Provides a simplified interface for storing and retrieving workflow results as CacheEntry objects. Uses matrix variable values as cache keys, with SHA-256 hashing for compact storage.

Each entry contains metadata and named objects (e.g., 'graph', 'confidences'), allowing a single workflow step to produce multiple outputs that are stored together.

Attributes:

  • db_path

    Path to SQLite database file, or ":memory:" for in-memory.

Example

from causaliq_workflow.cache import WorkflowCache, CacheEntry with WorkflowCache(":memory:") as cache: ... entry = CacheEntry() ... entry.metadata["node_count"] = 5 ... entry.add_object("dag", "graphml", "...", "learn") ... key = {"algorithm": "pc", "network": "asia"} ... cache.put(key, entry) ... result = cache.get(key) ... print(result.metadata) {'node_count': 5}

Parameters:

  • db_path

    (str | Path) –

    Path to SQLite database file. Use ":memory:" for in-memory database (fast, non-persistent).

Methods:

  • open

    Open the database connection and initialise schema.

  • close

    Close the database connection.

  • put

    Store a workflow entry in the cache.

  • get

    Retrieve a workflow entry from the cache.

  • exists

    Check if a cache entry exists.

  • entry_count

    Count cache entries (excluding internal config).

  • export

    Export cache entries to directory or zip file.

  • import_entries

    Import cache entries from directory or zip file.

open

open() -> WorkflowCache

Open the database connection and initialise schema.

Returns:

Raises:

  • RuntimeError

    If already connected.

close

close() -> None

Close the database connection.

put

put(key_data: dict[str, Any], entry: CacheEntry) -> str

Store a workflow entry in the cache.

If an entry with the same key already exists, it is replaced.

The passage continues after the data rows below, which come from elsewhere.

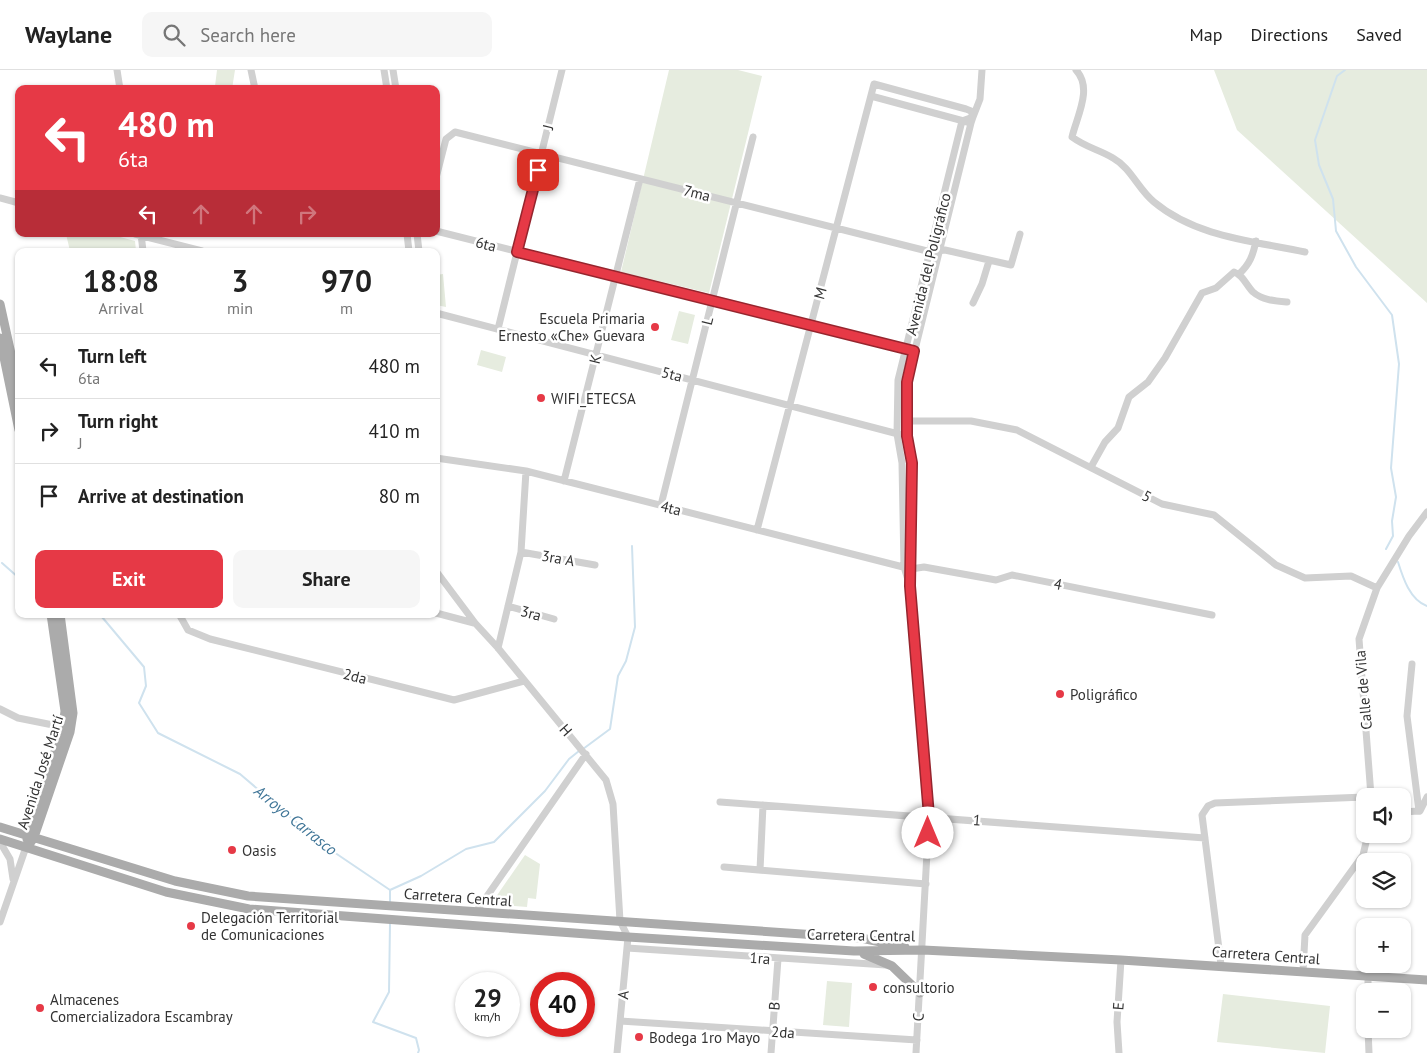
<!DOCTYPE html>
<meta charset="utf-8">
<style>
body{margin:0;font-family:"PT Sans",sans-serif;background:#f6f6f6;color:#222;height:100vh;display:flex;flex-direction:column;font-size:19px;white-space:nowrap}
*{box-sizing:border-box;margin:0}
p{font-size:16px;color:#767676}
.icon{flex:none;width:28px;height:28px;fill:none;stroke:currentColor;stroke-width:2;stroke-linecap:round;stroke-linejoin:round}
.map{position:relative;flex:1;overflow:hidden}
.details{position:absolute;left:15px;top:178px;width:425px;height:370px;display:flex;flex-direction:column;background:#fff;border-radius:10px;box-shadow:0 1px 4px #0004}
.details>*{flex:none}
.banner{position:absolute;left:15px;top:15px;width:425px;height:152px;border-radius:10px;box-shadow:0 1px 4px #0004;background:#e63946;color:#fff;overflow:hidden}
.buttons{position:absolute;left:1356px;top:718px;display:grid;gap:10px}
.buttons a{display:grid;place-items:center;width:55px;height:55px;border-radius:10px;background:#fff;box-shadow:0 1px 4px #0004;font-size:25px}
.speed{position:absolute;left:455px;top:902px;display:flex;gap:10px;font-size:25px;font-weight:700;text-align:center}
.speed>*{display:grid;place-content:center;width:65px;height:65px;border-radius:50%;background:#fff;box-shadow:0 1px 4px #0004;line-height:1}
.speed small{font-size:12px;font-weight:400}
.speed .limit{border:8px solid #d22;background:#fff;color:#111}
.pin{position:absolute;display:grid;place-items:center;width:42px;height:42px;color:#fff;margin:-21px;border-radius:10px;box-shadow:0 2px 8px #0006}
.me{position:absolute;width:55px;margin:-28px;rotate:0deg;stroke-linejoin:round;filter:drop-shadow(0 0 4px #0008)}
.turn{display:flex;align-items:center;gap:18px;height:105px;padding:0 20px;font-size:22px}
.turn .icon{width:65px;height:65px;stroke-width:2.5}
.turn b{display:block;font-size:35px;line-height:42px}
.lanes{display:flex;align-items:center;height:48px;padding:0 20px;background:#0003;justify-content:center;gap:25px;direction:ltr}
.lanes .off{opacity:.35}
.eta{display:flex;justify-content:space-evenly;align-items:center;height:85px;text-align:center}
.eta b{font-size:30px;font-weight:700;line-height:35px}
.cta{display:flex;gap:10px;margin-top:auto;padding:10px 20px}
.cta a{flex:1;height:58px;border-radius:10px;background:#e63946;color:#fff;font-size:20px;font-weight:700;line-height:58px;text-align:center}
.cta a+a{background:#f6f6f6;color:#222}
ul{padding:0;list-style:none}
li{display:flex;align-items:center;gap:15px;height:65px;padding:0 20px;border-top:1px solid #e0e0e0}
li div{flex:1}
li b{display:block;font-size:19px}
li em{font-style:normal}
header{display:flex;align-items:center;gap:30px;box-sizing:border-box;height:70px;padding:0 25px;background:#fff;border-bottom:1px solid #e0e0e0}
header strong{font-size:24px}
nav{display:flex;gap:28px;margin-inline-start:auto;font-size:18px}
.search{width:350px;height:45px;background:#f6f6f6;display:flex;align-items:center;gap:12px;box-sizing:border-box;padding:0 18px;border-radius:10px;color:#767676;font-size:19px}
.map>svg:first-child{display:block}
.green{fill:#e6ecdf}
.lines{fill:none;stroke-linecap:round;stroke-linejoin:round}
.stream{stroke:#cfe2ee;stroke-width:2}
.minor{stroke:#d0d0d0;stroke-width:7}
.major{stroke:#ababab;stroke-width:9}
.route-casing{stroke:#96252e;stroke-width:12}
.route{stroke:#e63946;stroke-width:9}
.poi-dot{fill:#e63946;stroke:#fff;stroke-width:2}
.labels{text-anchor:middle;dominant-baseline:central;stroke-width:5;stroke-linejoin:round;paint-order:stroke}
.street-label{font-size:15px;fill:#333;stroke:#fff}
.poi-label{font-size:15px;fill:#333;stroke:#fff;text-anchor:start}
.water-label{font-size:16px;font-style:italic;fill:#3f7597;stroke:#fff}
</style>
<header>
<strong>Waylane</strong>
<div class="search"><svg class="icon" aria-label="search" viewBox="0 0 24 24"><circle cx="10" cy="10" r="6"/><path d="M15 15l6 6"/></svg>Search here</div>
<nav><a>Map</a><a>Directions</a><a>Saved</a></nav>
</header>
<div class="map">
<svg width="1427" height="983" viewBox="0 0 1427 983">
<rect width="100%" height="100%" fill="#fff"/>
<path class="green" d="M217,0H235L232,19L215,16Z
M669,0H738L762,6L709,223L621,202Z
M1214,0H1427V233L1237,60Z
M66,164H109L135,171L136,181H70Z
M443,204L446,237L436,235V205Z
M679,241L695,245L688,274L671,270Z
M481,280L506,287L502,302L477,295Z
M525,785L540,794L536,829L528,828L527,837L491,834Z
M827,911L852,913L849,957L823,955Z
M1223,924L1330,936L1325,983L1217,972Z"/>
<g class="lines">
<path class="stream" d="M1345,0L1337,6L1315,70L1319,95L1333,129L1336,161L1356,197L1392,245L1399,294L1391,398L1396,427L1392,451L1393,466L1386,479
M1398,492C1403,508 1410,530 1427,536
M2,493L19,508
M90,544L102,547L144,597L146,616L139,633L158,663L240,704L322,774L390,820V834
M583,679L610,659L618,606L626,591L635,557L632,476
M390,820L421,806L466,779L494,772L545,721L569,689L579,681
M390,853L389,922L373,952L416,968L419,980L418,983"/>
<path class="minor" d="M117,0L120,19
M251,0L255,19
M384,0L387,19
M393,0L396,19
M1076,0C1093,18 1077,46 1072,67C1087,78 1098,79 1113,88C1131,98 1138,119 1154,132C1196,167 1253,171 1305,182
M436,108L446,69L455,62L931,182L945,180L1011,195L1020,164
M0,128L19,133
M436,161L909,280
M135,164L202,181
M141,164L143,181
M407,164L409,181
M417,164L419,181
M1239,204C1250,194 1253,185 1256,171
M973,233L982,214L989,191
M436,243L902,365
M498,259L562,0
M907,351H971L1017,360L1162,434L1214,445L1276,495L1305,508L1351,506L1377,518
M436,388L526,401L911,499L924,497L996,510L1012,505L1212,545
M1091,397L1105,372L1118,358L1129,327L1148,312L1165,288L1202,223L1216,218L1234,202C1243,205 1246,215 1253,222C1262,230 1275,231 1287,232
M564,411L640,109
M661,435L753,67
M757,460L874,14L966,39L971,41L973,47L971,53L871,26
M521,482L595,495
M436,501L475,553L498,578L606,710L613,734L620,851L628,867L617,983
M909,513L904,497L902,393L897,364L898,310L962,51L973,47L980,29L982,0
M508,536L554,549
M436,543L474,553
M179,544L188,560L210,569L454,630L524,611
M498,578L521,482L526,401
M1412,594L1407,646L1419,741
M0,639L18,648L63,657
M1371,726L1359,569L1377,518L1409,466L1427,442
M720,732L1205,768
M1420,741L1427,727
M1402,742L1419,741
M0,772L10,789L13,809
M724,797L926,814
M760,800L763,735
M476,842L586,684
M0,852L26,777
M627,878L886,895
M1221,895L1202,745L1208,736L1215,733L1365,727
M1303,901L1305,865L1363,785L1368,764
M1368,921V906
M620,951L917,970
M1368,959L1369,983
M771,983L778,889
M916,983L929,746L910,516L912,393L907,366V312L971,53
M1119,983L1117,952L1121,890"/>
<path class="major" d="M0,234L19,320
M0,268L19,360
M0,757L175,811L248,826L861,868L905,877
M0,769L166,822L249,839L628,867L854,881L923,880L1121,890L1427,910
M27,769L63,657L65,641L51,544
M31,772L34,767L70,662L73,643L60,544
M864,884L892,896L920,923"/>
</g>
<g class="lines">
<g class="route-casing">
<path id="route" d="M538,100L517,182L914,281L907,312V366L912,393L910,516L929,746L928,763"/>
</g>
<use href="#route" class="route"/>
</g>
<g class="poi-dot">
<circle cx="655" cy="257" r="5"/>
<circle cx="541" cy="328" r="5"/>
<circle cx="1060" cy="624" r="5"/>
<circle cx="232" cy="780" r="5"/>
<circle cx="191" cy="856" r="5"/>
<circle cx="873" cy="917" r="5"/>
<circle cx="40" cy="938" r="5"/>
<circle cx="639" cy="967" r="5"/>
</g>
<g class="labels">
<g class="street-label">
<text transform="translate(548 57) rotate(-77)">J</text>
<text transform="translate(697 123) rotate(14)">7ma</text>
<text transform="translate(486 174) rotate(14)">6ta</text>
<text transform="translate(928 194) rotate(-76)">Avenida del Poligráfico</text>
<text transform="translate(820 223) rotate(-75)">M</text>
<text transform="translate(707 251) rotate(-76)">L</text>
<text transform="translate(595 289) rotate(-76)">K</text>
<text transform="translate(672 304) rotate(15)">5ta</text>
<text transform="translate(1147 426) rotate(28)">5</text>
<text transform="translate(671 438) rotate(14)">4ta</text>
<text transform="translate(558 488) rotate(10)">3ra A</text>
<text transform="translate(1058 514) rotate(11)">4</text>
<text transform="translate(531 543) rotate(16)">3ra</text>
<text transform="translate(355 606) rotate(14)">2da</text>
<text transform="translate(1363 620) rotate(-95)">Calle de Vila</text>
<text transform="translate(566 660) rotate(49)">H</text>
<text transform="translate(40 702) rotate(-72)">Avenida José Martí</text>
<text transform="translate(977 750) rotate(5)">1</text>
<text transform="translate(458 827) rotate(4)">Carretera Central</text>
<text transform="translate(861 865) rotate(1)">Carretera Central</text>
<text transform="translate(1266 885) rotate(4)">Carretera Central</text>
<text transform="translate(760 888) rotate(4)">1ra</text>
<text transform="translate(623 925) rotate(-85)">A</text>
<text transform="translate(774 936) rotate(-86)">B</text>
<text transform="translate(1118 936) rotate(-86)">E</text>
<text transform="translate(918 947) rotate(-86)">C</text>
<text transform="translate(783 962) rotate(4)">2da</text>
</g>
<g class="poi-label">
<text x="645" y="248" text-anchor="end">Escuela Primaria<tspan x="645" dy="17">Ernesto «Che» Guevara</tspan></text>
<text x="551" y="328">WIFI_ETECSA</text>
<text x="1070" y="624">Poligráfico</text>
<text x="242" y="780">Oasis</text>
<text x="201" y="847">Delegación Territorial<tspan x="201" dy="17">de Comunicaciones</tspan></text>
<text x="883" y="917">consultorio</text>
<text x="50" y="929">Almacenes<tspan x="50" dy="17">Comercializadora Escambray</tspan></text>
<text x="649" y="967">Bodega 1ro Mayo</text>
</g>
<g class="water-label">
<text transform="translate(296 750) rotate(39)">Arroyo Carrasco</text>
</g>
</g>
</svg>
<div class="buttons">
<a><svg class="icon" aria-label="sound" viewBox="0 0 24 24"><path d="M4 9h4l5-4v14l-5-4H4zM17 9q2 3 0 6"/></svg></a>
<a><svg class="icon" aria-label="layers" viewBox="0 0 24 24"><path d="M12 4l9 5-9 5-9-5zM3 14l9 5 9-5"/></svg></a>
<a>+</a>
<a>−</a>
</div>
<div class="speed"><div>29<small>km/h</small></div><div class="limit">40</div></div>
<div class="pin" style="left:538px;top:100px;background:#d93025"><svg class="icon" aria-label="arrive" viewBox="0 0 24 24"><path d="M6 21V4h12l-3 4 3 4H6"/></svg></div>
<svg class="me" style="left:928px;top:763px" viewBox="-20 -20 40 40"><circle r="19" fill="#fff"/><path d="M0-13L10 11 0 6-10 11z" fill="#e63946"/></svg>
<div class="banner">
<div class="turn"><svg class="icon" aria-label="left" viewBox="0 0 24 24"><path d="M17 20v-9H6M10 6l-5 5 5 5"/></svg><div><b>480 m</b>6ta</div></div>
<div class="lanes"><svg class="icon" aria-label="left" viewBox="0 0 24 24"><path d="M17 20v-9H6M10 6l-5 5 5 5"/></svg><svg class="icon off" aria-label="ahead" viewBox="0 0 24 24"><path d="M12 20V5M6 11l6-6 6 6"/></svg><svg class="icon off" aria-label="ahead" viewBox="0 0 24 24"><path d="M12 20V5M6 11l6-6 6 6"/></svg><svg class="icon off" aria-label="right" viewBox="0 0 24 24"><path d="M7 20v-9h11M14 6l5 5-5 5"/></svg></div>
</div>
<section class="details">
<div class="eta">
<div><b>18:08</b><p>Arrival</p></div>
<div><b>3</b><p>min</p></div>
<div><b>970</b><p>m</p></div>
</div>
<ul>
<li><svg class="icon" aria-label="left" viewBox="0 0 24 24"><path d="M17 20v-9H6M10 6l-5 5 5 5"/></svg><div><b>Turn left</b><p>6ta</p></div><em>480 m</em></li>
<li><svg class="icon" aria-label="right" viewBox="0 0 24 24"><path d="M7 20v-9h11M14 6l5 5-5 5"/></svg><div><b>Turn right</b><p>J</p></div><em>410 m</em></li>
<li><svg class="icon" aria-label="arrive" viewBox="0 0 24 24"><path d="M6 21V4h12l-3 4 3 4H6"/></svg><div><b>Arrive at destination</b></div><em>80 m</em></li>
</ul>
<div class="cta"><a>Exit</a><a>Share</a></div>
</section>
</div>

Validates that key_data uses the same matrix variable names as existing entries to ensure cache consistency.

Parameters:

  • key_data
    (dict[str, Any]) –

    Dictionary of matrix variable values (cache key).

  • entry
    (CacheEntry) –

    CacheEntry containing metadata and objects.

Returns:

  • str

    The hash key used for storage.

Raises:

  • MatrixSchemaError

    If key_data uses different variable names than existing entries.

Example

with WorkflowCache(":memory:") as cache: ... entry = CacheEntry() ... entry.metadata["result"] = "ok" ... key = {"algorithm": "pc"} ... hash_key = cache.put(key, entry)

get

get(key_data: dict[str, Any]) -> CacheEntry | None

Retrieve a workflow entry from the cache.

Parameters:

  • key_data
    (dict[str, Any]) –

    Dictionary of matrix variable values (cache key).

Returns:

  • CacheEntry | None

    CacheEntry if found, None otherwise.

Example

with WorkflowCache(":memory:") as cache: ... entry = CacheEntry() ... entry.metadata["result"] = "ok" ... cache.put({"algo": "pc"}, entry) ... result = cache.get({"algo": "pc"}) ... print(result.metadata) {'result': 'ok'}

exists

exists(key_data: dict[str, Any]) -> bool

Check if a cache entry exists.

Parameters:

  • key_data
    (dict[str, Any]) –

    Dictionary of matrix variable values (cache key).

Returns:

  • bool

    True if entry exists, False otherwise.

Example

with WorkflowCache(":memory:") as cache: ... cache.exists({"algo": "pc"}) # False ... cache.put({"algo": "pc"}, CacheEntry()) ... cache.exists({"algo": "pc"}) # True

entry_count

entry_count() -> int

Count cache entries (excluding internal config).

Returns:

  • int

    Number of entries in the cache.

export

export(output_path: str | Path, matrix_keys: list[str] | None = None) -> int

Export cache entries to directory or zip file.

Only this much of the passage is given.